PaperClip is a word processor for the Commodore 64, 128 (native mode), and Atari 8-bit computers published by Batteries Included in 1985. In the UK it was published by Ariolasoft.

Both the Atari and Commodore versions share the PaperClip name, but have significant differences. The Commodore 64 version of PaperClip was written by Steve Douglas and was rewritten for the Atari personal computer by Steve Ahlstrom and Dan Moore. The Atari version is based upon the editor in the Action! programming language by Clinton Parker.

PaperClip is also the name given to the text editor ROM portion of the Commodore PET Execudesk office suite. The ROM was written by Steve Douglas as well.

==Features==
PaperClip does not use word wrap to display text on the screen, which Ahoy!s reviewer wrote was satisfactory for Commodore 64 users with 40-column displays but drew the ire of the reviewer for Whole Earth Software Catalog while highlighting OMNIWRITER's support for same.
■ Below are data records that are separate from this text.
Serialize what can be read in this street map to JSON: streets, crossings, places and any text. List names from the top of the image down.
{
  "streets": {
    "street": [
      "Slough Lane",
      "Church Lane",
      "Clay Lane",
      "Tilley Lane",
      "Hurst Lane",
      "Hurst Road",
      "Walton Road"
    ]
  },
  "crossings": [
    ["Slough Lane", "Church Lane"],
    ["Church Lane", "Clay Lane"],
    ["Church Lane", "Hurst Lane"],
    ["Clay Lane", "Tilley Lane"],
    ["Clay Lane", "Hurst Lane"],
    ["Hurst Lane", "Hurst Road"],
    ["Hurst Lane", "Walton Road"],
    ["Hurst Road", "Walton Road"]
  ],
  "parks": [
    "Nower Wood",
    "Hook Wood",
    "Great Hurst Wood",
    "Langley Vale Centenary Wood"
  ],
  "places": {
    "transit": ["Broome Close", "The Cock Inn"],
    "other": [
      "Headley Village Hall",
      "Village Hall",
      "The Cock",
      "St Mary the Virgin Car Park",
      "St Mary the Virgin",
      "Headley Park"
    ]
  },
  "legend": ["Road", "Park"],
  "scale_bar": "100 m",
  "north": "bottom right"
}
The Commodore 64 version provides an 80-column preview mode with text that was legible on a computer monitor, and supported a wide variety of Commodore and non-Commodore printers.

The software was supplied with a dongle, a hardware key used for copy protection that plugged into the Atari joystick port, also present on the C64. A keyless version was also available. An EPROM was also used for copy protection on the PET. Other programs that used such a method just checked for a couple of specific bytes of data in the EPROM, and this check was easily bypassed by a small change to the code. PaperClip, however, placed all the user messages in the EPROM. Thus no EPROM, and no messages.

One unusual aspect of PaperClip is that the Control key functions more like on a hand-held calculator. You have to press and release the Control key, then press the key for the appropriate function.

==Reception==
Ahoy! wrote that "PaperClip is one of the most comprehensive word processing programs for the C-64", but noted the $125 list price.

Antic called PaperClip, "by far the best word processor ever available for the Atari." In the December 1986 shopper's guide, a staffer wrote, "We write and edit every word at Antic with PaperClip before transmitting the copy to our typesetter via modem."